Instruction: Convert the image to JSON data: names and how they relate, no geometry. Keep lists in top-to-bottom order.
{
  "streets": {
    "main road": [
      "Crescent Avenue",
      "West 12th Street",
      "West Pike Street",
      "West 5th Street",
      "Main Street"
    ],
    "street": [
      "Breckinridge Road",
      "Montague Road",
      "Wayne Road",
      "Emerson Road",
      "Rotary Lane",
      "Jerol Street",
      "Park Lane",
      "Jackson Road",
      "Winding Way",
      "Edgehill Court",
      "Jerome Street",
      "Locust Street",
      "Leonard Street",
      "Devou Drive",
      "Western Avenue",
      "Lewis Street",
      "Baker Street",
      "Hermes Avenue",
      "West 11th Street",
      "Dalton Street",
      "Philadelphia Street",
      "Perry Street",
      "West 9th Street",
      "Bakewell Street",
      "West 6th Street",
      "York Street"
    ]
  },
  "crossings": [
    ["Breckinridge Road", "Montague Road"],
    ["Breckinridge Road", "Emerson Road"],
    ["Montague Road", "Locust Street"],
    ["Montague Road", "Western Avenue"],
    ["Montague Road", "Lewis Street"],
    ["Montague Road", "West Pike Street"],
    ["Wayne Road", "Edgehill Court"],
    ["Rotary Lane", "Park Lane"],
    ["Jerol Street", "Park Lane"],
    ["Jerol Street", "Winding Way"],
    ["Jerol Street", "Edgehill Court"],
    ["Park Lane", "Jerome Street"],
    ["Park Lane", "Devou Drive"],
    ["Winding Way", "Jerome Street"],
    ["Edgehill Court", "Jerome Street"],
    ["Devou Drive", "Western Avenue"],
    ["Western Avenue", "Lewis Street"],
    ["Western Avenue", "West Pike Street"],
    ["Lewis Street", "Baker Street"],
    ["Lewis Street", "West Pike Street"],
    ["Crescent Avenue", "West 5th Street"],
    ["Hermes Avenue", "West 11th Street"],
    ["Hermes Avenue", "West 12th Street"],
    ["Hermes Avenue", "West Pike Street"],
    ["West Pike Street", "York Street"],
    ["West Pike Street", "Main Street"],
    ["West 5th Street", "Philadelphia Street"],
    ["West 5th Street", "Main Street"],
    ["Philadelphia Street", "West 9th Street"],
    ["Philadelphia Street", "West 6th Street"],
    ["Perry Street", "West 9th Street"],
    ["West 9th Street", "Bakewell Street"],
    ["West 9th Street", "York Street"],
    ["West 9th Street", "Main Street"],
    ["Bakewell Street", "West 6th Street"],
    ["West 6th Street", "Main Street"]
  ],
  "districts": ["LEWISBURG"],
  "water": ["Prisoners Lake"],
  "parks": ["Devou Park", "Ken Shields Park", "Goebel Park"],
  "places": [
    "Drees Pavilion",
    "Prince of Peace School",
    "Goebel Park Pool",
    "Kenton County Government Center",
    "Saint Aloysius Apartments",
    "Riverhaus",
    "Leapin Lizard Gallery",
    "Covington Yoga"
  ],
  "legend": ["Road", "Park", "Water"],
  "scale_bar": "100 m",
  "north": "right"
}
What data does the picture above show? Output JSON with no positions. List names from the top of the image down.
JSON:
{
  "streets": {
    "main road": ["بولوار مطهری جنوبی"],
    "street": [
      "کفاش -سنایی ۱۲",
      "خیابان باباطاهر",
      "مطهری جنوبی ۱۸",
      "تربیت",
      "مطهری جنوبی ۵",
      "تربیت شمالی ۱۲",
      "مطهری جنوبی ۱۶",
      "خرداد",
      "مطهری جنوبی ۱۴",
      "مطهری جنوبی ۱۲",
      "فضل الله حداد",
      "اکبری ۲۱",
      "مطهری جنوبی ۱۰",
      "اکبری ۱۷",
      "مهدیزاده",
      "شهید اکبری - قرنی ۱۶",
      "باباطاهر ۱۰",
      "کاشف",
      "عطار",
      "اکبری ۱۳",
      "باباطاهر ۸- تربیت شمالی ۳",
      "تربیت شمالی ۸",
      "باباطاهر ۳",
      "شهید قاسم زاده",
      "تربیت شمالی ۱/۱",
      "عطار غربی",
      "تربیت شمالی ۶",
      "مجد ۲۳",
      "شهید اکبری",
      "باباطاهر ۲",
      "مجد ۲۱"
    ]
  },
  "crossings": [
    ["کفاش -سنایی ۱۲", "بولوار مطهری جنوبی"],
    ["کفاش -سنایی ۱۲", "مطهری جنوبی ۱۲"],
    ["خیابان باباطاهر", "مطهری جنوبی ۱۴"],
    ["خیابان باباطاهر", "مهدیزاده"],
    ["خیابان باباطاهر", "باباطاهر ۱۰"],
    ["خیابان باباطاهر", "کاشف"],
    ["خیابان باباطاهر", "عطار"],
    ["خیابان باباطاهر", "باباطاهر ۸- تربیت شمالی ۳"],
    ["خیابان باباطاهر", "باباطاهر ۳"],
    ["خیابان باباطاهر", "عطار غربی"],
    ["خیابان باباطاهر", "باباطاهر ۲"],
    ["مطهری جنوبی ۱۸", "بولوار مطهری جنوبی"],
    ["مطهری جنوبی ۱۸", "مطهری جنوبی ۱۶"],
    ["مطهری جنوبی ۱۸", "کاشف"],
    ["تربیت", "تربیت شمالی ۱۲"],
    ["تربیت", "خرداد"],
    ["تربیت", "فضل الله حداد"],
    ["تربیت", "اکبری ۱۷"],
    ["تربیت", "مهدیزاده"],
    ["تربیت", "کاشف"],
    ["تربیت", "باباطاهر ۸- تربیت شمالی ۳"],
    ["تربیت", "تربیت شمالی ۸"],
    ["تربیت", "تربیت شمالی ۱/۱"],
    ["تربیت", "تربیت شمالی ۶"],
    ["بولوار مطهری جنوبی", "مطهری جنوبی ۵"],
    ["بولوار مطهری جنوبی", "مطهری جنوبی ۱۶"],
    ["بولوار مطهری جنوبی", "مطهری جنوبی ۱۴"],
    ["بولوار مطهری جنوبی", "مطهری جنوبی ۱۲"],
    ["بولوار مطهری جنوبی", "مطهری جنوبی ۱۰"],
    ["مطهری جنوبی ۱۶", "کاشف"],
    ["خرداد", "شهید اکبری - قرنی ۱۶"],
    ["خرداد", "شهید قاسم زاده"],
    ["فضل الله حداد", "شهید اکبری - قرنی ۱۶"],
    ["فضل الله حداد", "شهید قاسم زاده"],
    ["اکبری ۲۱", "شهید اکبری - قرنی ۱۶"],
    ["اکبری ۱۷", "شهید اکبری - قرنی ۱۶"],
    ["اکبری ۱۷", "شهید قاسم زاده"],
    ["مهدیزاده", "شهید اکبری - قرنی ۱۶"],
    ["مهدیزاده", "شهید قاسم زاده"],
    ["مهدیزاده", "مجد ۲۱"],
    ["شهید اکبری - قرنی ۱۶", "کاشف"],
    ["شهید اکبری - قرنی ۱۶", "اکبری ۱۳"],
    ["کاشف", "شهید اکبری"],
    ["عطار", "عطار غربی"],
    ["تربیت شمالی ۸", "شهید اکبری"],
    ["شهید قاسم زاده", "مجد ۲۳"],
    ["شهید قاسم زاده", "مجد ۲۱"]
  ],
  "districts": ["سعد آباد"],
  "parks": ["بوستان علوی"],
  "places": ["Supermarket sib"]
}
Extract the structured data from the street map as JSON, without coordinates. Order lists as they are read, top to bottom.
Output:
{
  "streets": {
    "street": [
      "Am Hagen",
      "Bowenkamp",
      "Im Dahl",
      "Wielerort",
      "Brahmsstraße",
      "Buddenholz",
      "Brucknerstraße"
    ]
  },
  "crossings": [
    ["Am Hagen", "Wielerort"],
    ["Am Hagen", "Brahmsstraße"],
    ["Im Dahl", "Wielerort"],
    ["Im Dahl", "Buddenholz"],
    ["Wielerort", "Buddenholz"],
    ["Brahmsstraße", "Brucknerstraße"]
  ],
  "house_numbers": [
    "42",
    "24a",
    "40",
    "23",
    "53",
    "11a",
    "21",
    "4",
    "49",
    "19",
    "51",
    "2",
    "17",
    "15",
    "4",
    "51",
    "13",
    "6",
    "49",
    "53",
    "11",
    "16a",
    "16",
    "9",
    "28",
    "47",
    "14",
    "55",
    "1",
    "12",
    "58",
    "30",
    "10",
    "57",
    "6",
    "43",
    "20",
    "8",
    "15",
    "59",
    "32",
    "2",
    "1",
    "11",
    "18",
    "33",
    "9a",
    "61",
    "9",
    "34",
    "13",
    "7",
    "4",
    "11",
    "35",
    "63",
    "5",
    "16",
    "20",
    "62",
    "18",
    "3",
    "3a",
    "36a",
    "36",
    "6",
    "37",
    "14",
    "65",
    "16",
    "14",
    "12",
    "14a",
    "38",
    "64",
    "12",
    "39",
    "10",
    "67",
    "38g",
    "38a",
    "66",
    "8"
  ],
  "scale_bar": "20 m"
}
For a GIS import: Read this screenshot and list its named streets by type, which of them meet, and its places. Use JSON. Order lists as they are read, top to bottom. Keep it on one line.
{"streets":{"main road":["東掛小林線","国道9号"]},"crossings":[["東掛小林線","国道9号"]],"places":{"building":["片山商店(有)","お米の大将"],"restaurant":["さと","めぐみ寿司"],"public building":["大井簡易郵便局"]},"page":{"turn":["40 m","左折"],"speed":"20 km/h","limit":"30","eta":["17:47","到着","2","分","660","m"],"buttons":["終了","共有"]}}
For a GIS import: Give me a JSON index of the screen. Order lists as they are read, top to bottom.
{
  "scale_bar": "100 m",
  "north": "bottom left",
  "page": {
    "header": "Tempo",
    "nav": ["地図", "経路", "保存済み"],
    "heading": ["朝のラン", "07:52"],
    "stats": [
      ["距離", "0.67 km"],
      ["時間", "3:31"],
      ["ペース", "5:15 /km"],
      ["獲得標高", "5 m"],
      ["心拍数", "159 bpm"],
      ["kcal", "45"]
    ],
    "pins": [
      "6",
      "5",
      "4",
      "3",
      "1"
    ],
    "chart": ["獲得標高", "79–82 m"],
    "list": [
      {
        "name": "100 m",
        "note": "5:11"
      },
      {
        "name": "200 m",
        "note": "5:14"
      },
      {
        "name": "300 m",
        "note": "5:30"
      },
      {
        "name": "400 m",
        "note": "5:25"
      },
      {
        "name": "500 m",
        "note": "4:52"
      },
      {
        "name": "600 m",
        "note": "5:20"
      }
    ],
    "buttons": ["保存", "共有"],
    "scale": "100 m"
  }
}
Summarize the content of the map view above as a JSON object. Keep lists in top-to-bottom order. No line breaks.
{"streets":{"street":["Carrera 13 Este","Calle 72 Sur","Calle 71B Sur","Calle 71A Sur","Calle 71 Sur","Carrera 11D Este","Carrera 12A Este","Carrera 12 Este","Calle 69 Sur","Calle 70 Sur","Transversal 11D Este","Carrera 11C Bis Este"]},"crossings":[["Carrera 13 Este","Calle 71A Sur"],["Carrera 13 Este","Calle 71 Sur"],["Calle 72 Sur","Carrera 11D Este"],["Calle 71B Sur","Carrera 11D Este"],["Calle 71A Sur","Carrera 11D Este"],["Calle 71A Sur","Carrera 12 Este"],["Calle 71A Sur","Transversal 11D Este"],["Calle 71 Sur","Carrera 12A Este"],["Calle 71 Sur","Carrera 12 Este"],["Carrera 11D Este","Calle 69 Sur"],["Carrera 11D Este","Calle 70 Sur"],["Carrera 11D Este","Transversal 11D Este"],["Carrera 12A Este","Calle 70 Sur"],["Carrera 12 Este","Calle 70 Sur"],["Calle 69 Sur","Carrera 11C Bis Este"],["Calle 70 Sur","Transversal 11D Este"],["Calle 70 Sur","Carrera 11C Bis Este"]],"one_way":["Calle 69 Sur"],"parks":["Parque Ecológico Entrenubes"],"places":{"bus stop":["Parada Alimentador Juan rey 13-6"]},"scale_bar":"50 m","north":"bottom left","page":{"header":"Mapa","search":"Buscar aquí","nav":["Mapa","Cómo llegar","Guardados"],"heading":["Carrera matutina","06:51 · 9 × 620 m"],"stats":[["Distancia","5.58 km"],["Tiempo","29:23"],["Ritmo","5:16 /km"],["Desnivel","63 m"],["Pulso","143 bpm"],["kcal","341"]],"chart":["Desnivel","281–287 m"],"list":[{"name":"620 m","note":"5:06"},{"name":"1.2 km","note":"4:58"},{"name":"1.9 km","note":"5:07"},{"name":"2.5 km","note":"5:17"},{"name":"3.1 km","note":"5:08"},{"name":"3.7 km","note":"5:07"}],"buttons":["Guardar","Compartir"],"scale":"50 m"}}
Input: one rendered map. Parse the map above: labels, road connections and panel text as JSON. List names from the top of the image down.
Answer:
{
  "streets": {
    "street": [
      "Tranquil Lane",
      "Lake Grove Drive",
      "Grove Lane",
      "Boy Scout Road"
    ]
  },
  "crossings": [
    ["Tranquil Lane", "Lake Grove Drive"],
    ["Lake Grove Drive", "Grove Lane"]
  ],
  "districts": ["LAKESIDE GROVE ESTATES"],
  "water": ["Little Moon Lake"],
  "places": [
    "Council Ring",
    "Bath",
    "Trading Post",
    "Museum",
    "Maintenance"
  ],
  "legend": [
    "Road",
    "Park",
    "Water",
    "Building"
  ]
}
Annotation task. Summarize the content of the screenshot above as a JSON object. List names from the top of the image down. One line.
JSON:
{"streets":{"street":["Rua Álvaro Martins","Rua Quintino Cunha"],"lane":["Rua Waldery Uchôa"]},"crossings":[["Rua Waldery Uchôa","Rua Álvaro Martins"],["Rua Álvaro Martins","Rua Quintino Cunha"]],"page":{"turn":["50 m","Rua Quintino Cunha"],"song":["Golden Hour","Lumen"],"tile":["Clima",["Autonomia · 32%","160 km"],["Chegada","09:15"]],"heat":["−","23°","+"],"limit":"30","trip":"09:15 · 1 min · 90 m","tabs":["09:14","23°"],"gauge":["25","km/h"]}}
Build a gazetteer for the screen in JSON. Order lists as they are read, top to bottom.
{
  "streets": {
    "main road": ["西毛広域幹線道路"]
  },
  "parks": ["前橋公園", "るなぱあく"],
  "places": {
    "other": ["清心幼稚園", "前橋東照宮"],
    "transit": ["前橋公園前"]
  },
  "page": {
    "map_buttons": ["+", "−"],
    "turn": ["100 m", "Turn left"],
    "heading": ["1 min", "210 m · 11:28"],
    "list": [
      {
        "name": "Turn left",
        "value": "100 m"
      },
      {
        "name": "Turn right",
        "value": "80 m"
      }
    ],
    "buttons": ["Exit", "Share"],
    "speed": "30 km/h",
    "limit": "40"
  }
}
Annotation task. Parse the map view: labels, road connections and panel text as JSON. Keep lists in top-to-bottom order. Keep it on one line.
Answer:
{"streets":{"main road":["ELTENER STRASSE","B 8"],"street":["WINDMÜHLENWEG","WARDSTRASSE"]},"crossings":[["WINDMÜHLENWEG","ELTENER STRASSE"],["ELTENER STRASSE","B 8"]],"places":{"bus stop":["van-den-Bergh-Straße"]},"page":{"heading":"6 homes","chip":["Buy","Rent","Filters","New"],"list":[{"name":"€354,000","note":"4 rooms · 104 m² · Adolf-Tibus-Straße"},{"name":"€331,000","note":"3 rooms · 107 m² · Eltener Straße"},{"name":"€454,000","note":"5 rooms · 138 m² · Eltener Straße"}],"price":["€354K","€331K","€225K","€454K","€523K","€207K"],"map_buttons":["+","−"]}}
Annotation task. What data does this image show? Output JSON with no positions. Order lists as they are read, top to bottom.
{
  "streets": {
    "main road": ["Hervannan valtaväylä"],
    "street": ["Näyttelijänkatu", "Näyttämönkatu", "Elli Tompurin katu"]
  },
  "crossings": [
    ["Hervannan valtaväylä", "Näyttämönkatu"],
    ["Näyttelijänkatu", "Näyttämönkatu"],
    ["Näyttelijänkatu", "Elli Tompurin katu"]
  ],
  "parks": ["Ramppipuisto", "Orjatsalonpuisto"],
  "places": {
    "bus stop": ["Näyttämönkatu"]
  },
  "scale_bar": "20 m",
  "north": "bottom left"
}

*-*-*

How to complete this task – If a line in the records above includes the string "Parse", copy it.

Solution –
Input: one rendered map. Parse the map above: labels, road connections and panel text as JSON. List names from the top of the image down.
Annotation task. Parse the map view: labels, road connections and panel text as JSON. Keep lists in top-to-bottom order. Keep it on one line.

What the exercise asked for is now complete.